Seal 625 is located in an external groove in the upper portion of
check valve 550 and provides a seal in the connection between check
valve 550 and extension 515. Check valve 550 is a one-way valve
that prevents fluids from passing downwardly and is designed to
prevent fluids from falling down on top of the completed gravel
pack when excess slurry is being reversed out of the running tool
and service assembly. Check valve 550 includes ball 555 and fluid
bypass slots 560. Fluid bypass slots 560 allow fluids to flow
upwardly through the valve when ball 555 is displaced against slots
560. The lower portion of check valve 550 is threadably attached to
the top end of wash pipe adapter 565. Set screws 632 rotationally
secure the connections between check valve 550 and wash pipe
adaptor 565. An elastomeric seal 634 is contained in an internal
groove in check valve 550 and seals the connection between the
check valve and wash pipe adapter 565. The upper end of wash pipe
adapter 565 includes a ball seat 630 for receiving ball 555. The
lower portion of wash pipe adapter 565 is threadedly connected to
wash pipe 570. Wash pipe 570 is coaxially arranged within lower
adapter 525 and seal sub 575 and extends inside gravel pack screens
580.
The gravel pack assembly of FIG. 6 is shown in the set position in
FIGS. 7A-K. As can be seen in FIG. 7F, a ball has been dropped or
displaced from the surface through the coiled tubing and into
passageway 15a of the gravel pack assembly until the ball has
landed on ball seat 371a.

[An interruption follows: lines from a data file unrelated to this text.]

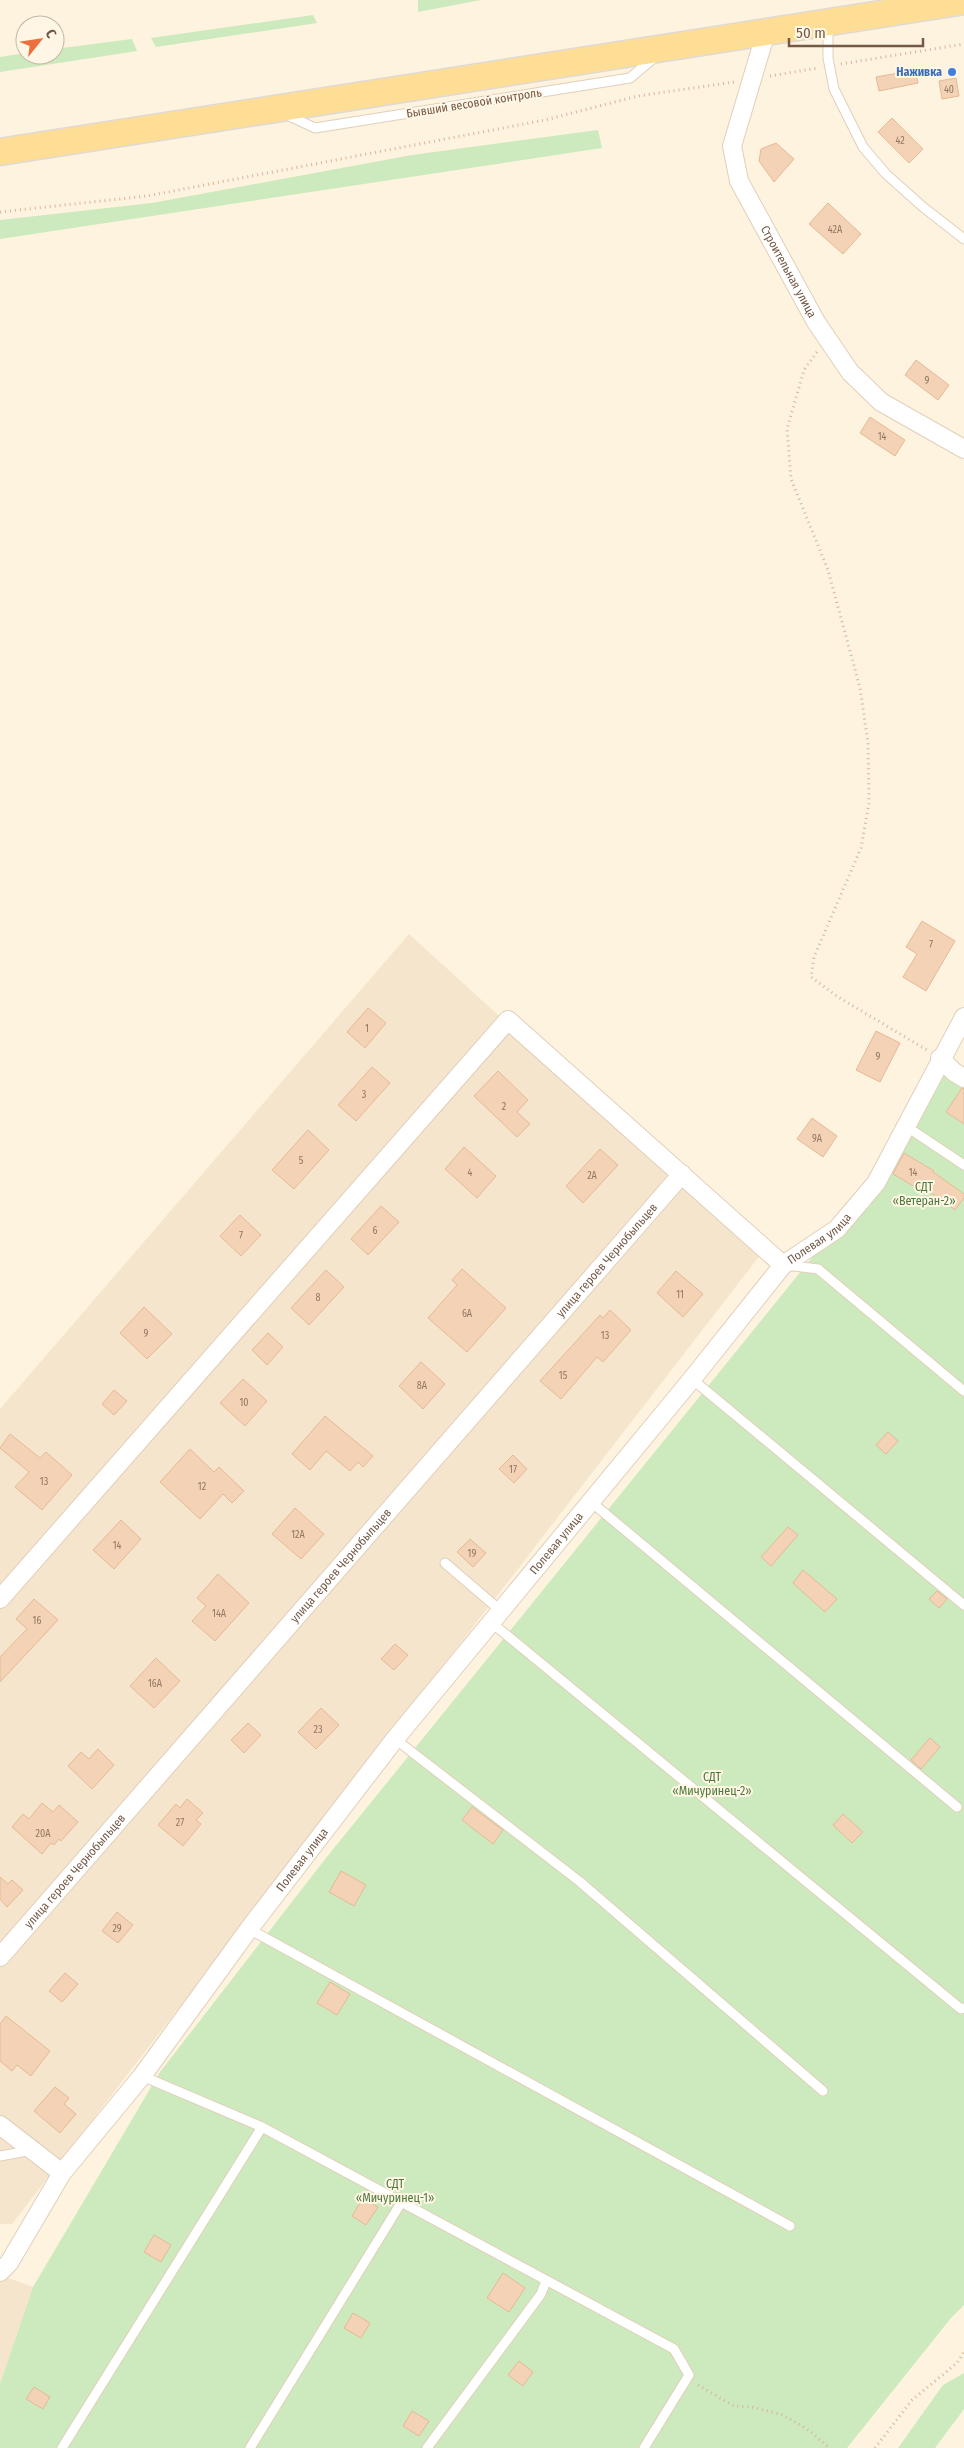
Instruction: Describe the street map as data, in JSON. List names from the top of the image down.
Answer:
{
  "streets": {
    "street": ["Строительная улица", "Полевая улица", "улица героев Чернобыльцев"]
  },
  "parks": ["СДТ «Ветеран-2»", "СДТ «Мичуринец-2»", "СДТ «Мичуринец-1»"],
  "places": ["Наживка"],
  "house_numbers": [
    "40",
    "42",
    "42А",
    "9",
    "14",
    "7",
    "1",
    "9",
    "3",
    "2",
    "9А",
    "5",
    "4",
    "14",
    "2А",
    "6",
    "7",
    "11",
    "8",
    "6А",
    "9",
    "13",
    "15",
    "8А",
    "10",
    "17",
    "13",
    "12",
    "12А",
    "14",
    "19",
    "14А",
    "16",
    "16А",
    "23",
    "27",
    "20А",
    "29"
  ],
  "scale_bar": "50 m",
  "north": "top right"
}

Once the ball seals passageway 15a,
pressure was applied to the coiled tubing and passageway 15a.
Internal pressure is communicated through pressure ports 37a and
47a until the force exerted on piston surfaces 31a and 39a of upper
piston 30a and lower piston 42a shear screws 57a. After shear
screws 57a are sheared, the force exerted by the upper and lower
pistons is transferred through adapter 50a, packer setting sleeve
117a, lock ring housing 120a, the upper and lower gauge rings 127a
and 132a, and upper cone 135a until the force exceeds the strength
of shear screws 137a. After shear screws 137a shear the upper and
lower pistons travel longitudinally downward along top sub 25a and
intermediate sub 26a. This downward movement is transferred through
adapter 50a to packer setting sleeve 117a, which in turn, moves
lock ring housing 120a relative to packer mandrel 115a. This
movement causes the inward facing surfaces of slips 160a to ride up
the outward facing surfaces of upper cone 135a and lower cone 140a
so that slips 160a radially extend and engage production tubing 452
as illustrated in FIG. 7C. The internal pressure is increased to
cause lock ring housing 120a to continue its downward movement
relative to mandrel 115a until packing element 130a is compressed
and energized by gauge rings 127a and 132a. As seen in FIG. 7C, the
fully energized packing element extends radially to the internal
diameter of tubing 452, thereby packing off or sealing the annulus
between tubing 452 and the gravel pack assembly.
Running tool and service assembly 20a is hydraulically released
from packer 100a after the packer is set in the production tubing.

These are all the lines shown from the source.